Greenstone tutorial exercise
Downloading files from the web
The Greenstone Librarian Interface's Download panel allows you to download individual files, parts of websites, and indeed whole websites, from the web.
- Start a new collection called webtudor, and base it on -- New Collection --.
- In a web browser, visit https://englishhistory.net, follow the link to The Tudors. You should be at the URL
This is where we started the downloading process to obtain the files you have been using for the tudor collection. You could do the same thing by copying this URL from the web browser, pasting it into the Download panel, and clicking the <Download> button. However, several megabytes will be downloaded, which might strain your network resources—or your patience! For a faster exercise we focus on a smaller section of the site.
- Go to the Download panel by clicking its tab. There are five download types listed on the left hand side. For this exercise, we only use the Web type. Make sure this is selected in the list.Enter this URL
into the Source URL box. There are several other options that govern how the download process proceeds. To see a description of an option, hover the mouse over it and a tooltip will appear. To copy just the citizens section of the website, switch on the Only files below URL option by checking its box and set the Download Depth option to 1. If you don't do this (or if you miss out the terminating "/" in the URL), the downloading process will follow links to other areas of the englishhistory.net website and grab those as well. Also switch on the Only files within site option to avoid downloading any items on the site pages that actually emanate from outside it (like google ads).
- If your computer is behind a firewall or proxy server, you will need to edit the proxy settings in the Librarian Interface. Click the <Configure Proxy...> button. Switch on the Use proxy connection? checkbox. Enter the proxy server address and port number in the HTTP Proxy Host: and Port: boxes.URLs that start with https, or URLs that resolve to https, will additionally need the HTTPS Proxy Host: and corresponding Port: filled in too, before web pages can be downloaded from there.Websites at https URLs often have a security certificate, but not always. For instance, https://englishhistory.net does not have one. To instruct GLI to nevertheless download pages from https URLs that don't have a security certificate, you'll also need to switch on the No certificate checking for HTTPS downloads checkbox.Once you've finished configuring the proxy settings, click <OK> to close the dialog.
- Now click <Download>. If you have set proxy information in Preferences..., a popup will ask for your user name and password. If you're on Windows Vista or later, Windows may show a popup message asking whether you wish to block or unblock the download. In such a case, choose to unblock. With proxy settings turned on, it may take a short while before GLI starts downloading. Once the download has started, a progress bar appears in the lower half of the panel that reports on how the downloading process is doing.
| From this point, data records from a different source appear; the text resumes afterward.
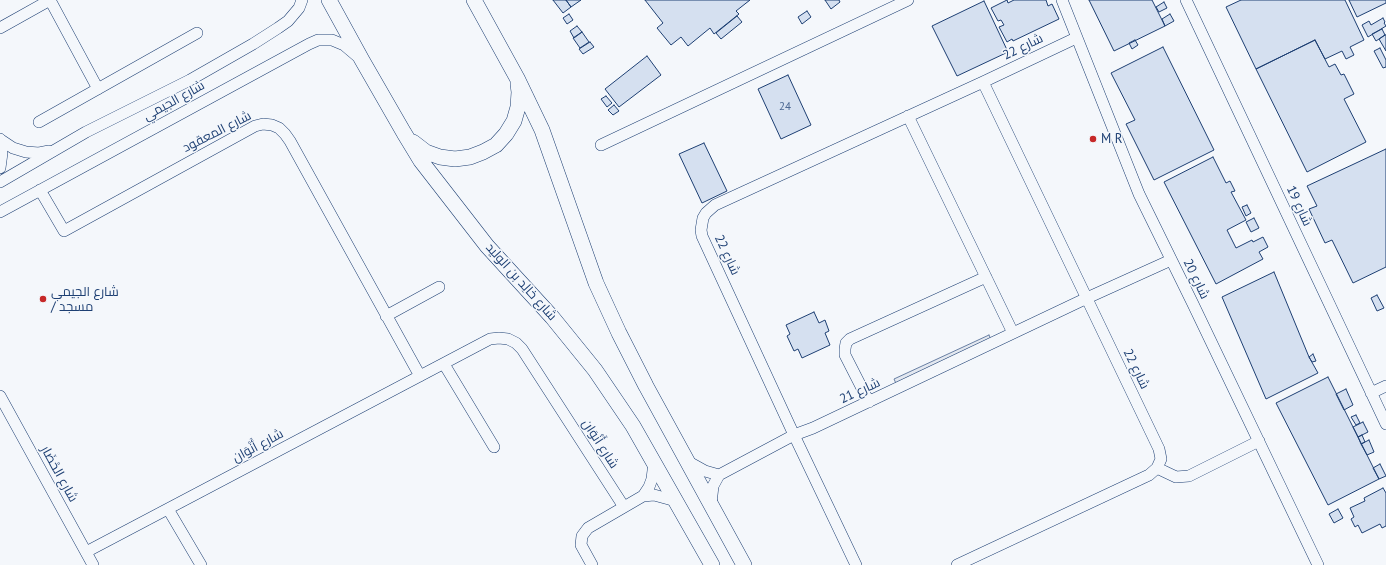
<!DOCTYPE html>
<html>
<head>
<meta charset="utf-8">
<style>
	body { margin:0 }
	canvas { display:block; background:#f4f7fb }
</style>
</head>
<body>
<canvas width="1386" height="565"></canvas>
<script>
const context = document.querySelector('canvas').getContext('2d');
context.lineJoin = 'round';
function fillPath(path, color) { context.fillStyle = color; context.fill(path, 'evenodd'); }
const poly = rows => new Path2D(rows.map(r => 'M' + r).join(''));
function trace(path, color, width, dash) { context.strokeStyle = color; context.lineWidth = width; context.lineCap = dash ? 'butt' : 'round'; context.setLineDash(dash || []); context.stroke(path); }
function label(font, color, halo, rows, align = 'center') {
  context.font = font + ' "PT Sans",Cairo,sans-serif'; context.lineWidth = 3; context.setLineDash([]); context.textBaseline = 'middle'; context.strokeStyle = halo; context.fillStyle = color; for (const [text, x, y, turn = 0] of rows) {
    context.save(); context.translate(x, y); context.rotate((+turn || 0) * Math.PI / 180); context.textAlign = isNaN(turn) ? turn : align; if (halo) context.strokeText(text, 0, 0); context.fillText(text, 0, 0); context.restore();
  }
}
const parking = poly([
	[989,335,993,344,898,388,894,379,989,335]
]);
fillPath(parking, '#e3e8f0');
trace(parking, '#687fa3', 1);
const building = poly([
	[553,0,566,0,571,7,563,13,553,0],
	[566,0,581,0,571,7,566,0],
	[645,0,750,0,736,11,739,14,714,34,710,28,688,46,681,37,671,45,657,28,663,23,645,0],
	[825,0,839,0,840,2,831,9,825,0],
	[1007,0,1008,3,1014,0,1046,0,1048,6,1052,4,1059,19,1013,41,1012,39,1007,42,999,27,1004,25,1001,20,998,21,991,8,1007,0],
	[1089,0,1152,0,1165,26,1114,51,1089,0],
	[1241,0,1345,0,1364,40,1350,47,1354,55,1346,59,1342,51,1325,59,1315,40,1256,69,1226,7,1241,0],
	[1349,0,1386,0,1386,3,1357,17,1349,0],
	[984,1,1008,52,957,76,932,26,984,1],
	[1164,2,1167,8,1159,12,1156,7,1164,2],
	[807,11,811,17,802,24,798,17,807,11],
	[569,14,573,20,567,24,563,18,569,14],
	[1170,14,1174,21,1165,26,1162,19,1170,14],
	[737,16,742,22,721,39,716,33,737,16],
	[1383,18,1385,22,1384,23,1386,26,1368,37,1362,25,1369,21,1371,25,1383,18],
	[577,26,582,32,574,38,570,31,577,26],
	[1382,29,1385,35,1376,41,1372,34,1382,29],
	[582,32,589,42,580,48,573,38,582,32],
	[1385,35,1386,35,1386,51,1379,39,1385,35],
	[1135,40,1138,45,1132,49,1129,43,1135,40],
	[1315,40,1329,67,1335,64,1341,75,1344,74,1354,94,1344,99,1366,142,1307,172,1256,69,1315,40],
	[590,42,594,47,583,54,579,49,590,42],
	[1163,47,1214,150,1154,180,1126,124,1135,120,1111,73,1163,47],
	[1380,48,1386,60,1386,67,1383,68,1374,51,1380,48],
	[647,56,661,75,619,107,605,89,647,56],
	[788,75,811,125,781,139,758,89,788,75],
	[606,96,612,103,607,107,601,99,606,96],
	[614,105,619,111,613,115,608,110,614,105],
	[704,143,727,191,702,203,679,154,704,143],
	[1386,149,1386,267,1353,283,1332,240,1325,243,1309,209,1317,206,1307,186,1386,149],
	[1213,157,1226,183,1230,181,1235,191,1231,192,1246,220,1227,230,1236,248,1252,240,1253,242,1263,237,1268,247,1259,252,1263,259,1216,284,1164,182,1213,157],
	[1247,205,1251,213,1246,216,1242,207,1247,205],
	[1254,218,1259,228,1251,232,1246,222,1254,218],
	[1274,272,1309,357,1318,373,1266,399,1222,297,1274,272],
	[1377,295,1384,308,1377,311,1371,298,1377,295],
	[814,312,819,323,825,320,829,331,825,333,830,345,802,358,798,349,794,351,787,336,790,334,786,325,814,312],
	[1313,354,1316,361,1312,362,1309,357,1313,354],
	[1328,377,1379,479,1328,505,1276,403,1328,377],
	[1346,389,1353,405,1344,410,1336,394,1346,389],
	[1356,415,1360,423,1356,425,1351,417,1356,415],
	[1363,422,1368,432,1358,437,1353,427,1363,422],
	[1362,435,1365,442,1361,444,1358,437,1362,435],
	[1369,440,1374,452,1367,455,1361,444,1369,440],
	[1380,464,1386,476,1379,479,1373,468,1380,464],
	[1383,488,1386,493,1386,526,1382,528,1380,524,1362,533,1358,525,1355,527,1351,519,1354,517,1350,508,1365,501,1364,498,1383,488],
	[1338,509,1343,518,1334,523,1329,514,1338,509]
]);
fillPath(building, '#d5e0f0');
trace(building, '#1d3f73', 1);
const street = poly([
	[50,0,98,89],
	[1062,0,1139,194,1193,304,1318,565],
	[1186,0,1386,424],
	[0,28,50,0],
	[908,116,1013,333],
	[39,122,197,33],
	[0,139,2,153,0,168],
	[1,140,13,148,26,152,39,153,49,151],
	[601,145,908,0],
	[0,182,86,132,190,80,253,44,278,28,288,21,299,8,302,0],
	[40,190,64,231,255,126,263,124,272,125,279,128,285,134,290,141,420,376],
	[0,212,309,44,318,40,332,40,344,45,357,56],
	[386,316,439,287],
	[444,364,494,447],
	[1371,393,1386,386],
	[0,396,93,565],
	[869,402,845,355,845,349,846,343,850,339,986,277],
	[687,461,705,471,719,475],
	[1157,468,1176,477,1189,476,1259,441],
	[719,475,794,435,813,428,1087,298,1171,260],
	[643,496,649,487,652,479,654,462],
	[711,504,713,486,719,475],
	[168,509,201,565],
	[86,552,490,339,499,338,508,339,516,343,522,349,624,507],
	[592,565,581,545,582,536,588,528,643,496,654,495,676,501],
	[856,565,794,435,702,236,701,230,703,218,706,213,715,205,983,82,1076,38],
	[957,565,1149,475,1157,468,1161,459,1159,449,983,82]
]);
const secondary = poly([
	[329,0,362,60,404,133,421,161,487,246,552,317,595,370,633,426,712,565],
	[474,0,517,78,542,130,596,283,619,333,646,386,744,565],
	[413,142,426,152,440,157,455,159,470,157,483,152,496,145,506,134,514,121,518,107,519,92,518,84]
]);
trace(street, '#1d3f73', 12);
trace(secondary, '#1d3f73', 16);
trace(street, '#f4f7fb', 11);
trace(secondary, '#f4f7fb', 15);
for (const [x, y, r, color] of [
	[1093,139,4,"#c62828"],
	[43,299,4,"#c62828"]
]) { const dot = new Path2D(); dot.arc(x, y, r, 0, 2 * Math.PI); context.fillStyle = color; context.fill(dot); trace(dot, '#f4f7fb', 1.5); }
label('11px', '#4b6792', null, [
	["24",785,107]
]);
label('13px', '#1d3f73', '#f4f7fb', [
	["شارع 22",1023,47,-26],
	["شارع الجيمي",174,101,-29],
	["شارع المعقود",217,132,-27],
	["شارع 19",1299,206,65],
	["شارع 22",727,255,65],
	["شارع 20",1196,279,64],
	["شارع خالِد بن الوليد",521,282,48],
	["شارع 22",1136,369,64],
	["شارع 21",860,391,-25],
	["شارع أَنْوَان",600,444,57],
	["شارع أَنْوَان",258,446,-28],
	["شارع الحْضَار",59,474,61]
]);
label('13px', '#1d3f73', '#f4f7fb', [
	["M R",1101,139],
	["شارع الجيمي",51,292],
	["/ مسجد",51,307]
], 'left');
</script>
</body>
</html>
More detailed information can be obtained by clicking <View Log>. The process can be stopped altogether by clicking <Close>. Downloading can be a lengthy process involving multiple sites, and so Greenstone allows additional downloads to be queued up. When new URLs are pasted into the url box and <Download> clicked, a new progress bar is appended to those already present in the lower half of the panel. When the currently active download item completes, the next is started automatically.
- Downloaded files are stored in a top-level folder called Downloaded Files that appears on the left-hand side of the Gather panel. You may not need all the downloaded files, and you choose which you want by dragging selected files from this folder over into the collection area on the right-hand side, just like we have done before when selecting data from the sample_files folder. In this example we will include everything that has been downloaded.Select the englishhistory.net folder within Downloaded Files and drag it across into the collection area. Once you've dropped the folder into the collection area, you may see popup dialogs, one for each file extension that is not recognised by GLI. Either keep clicking <OK> to confirm for each unrecognised filetype, or, in the popup, you can tick the checkbox to not see the same message again.
- Switch to the Create panel to build and preview the collection. It is smaller than the previous collection because we included only the citizens files. However, these now represent the latest versions of the documents.